Kitchener Centre MP Raj Saini has just announced that the Kitchener Masjid, which is part of the Muslim Association of Canada, will receive a federal grant. The money is coming from a community infrastructure program celebrating Canada’s 150th birthday. The $197,000 will be used towards renovation of the mosque.
The Senate of Canada heard in May of 2015 that the Muslim Brotherhood, listed as a terrorist organization in a number of countries, has a series of some eight to ten front organizations in Canada. Among them are the Muslim Association of Canada, what used to be called CAIR-CAN, now the National Council of Canadian Muslims, Islamic Relief Canada and the International Relief Fund for the Afflicted and Needy – Canada, IRFAN. IRFAN no longer exists as it lost it charitable status for funding terrorism and was later declared to be a terrorism entity.
The testimony to the Senate was given by Dr. Lorenzo Vidino who is the Director of the Program on Extremism at the Center for Cyber and Homeland Security, George Washington University.

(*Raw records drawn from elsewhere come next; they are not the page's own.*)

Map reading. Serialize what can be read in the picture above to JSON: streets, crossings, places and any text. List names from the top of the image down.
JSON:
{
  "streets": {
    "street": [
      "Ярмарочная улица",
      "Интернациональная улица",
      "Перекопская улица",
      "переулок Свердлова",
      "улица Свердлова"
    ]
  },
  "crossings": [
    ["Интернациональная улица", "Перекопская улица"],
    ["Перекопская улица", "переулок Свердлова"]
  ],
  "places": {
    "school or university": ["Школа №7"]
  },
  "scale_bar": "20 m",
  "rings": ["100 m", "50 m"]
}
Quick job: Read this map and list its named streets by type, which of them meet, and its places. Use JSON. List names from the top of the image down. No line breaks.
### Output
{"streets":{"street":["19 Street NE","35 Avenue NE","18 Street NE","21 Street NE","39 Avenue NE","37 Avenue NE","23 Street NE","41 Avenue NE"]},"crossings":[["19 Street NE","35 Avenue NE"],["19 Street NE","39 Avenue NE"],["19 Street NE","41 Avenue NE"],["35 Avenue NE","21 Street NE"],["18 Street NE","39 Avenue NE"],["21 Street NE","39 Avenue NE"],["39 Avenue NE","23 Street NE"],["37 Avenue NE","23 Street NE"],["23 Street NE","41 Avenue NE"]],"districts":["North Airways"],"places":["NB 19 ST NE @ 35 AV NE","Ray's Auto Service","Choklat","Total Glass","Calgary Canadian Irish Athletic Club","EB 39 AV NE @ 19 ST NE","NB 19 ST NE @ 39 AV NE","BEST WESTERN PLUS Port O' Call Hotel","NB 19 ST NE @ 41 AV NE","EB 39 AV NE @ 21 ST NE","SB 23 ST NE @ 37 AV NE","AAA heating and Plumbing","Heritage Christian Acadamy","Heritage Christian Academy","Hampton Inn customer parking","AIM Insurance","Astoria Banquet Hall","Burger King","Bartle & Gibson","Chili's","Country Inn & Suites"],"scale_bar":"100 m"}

He has also held positions at the Centre for Security Studies, the Rand Corporation, the Kennedy School of Government, Harvard University and the U.S. Institute of Peace.
The Government of the United Kingdom also released a report in late 2015 that stated the Muslim Brotherhood, “which can be seen primarily as a political project,” had a “highly ambiguous relationship with violent extremism.” The Muslim Brotherhood is “deliberately opaque, and habitually secretive” and that both as “an ideology and as a network it has been a rite of passage for some individuals and groups who have gone on to engage in violence and terrorism.”
The Muslim Association of Canada itself has presented the following on its own website:
We believe that the efforts of Al-Banna and subsequent generations of the Muslim Brotherhood remain the truest reflection of Islamic practice in the modern era.
The Muslim Association of Canada also says:
Much of the philosophy and vision of the Muslim Association of Canada derives from the heritage of the Muslim Brotherhood.
Dr. El-Tantawy Attia,  is the executive director of the Masjid Torontowhich is also identified as being part of the Muslim Association of Canada.  The Masjid and the Toronto chapter office of Muslim Association of Canada are in the same building. Dr. Attia made his views clear with respect to the Masjid when he stated:
“Here, we follow the teachings of the Muslim Brotherhood.”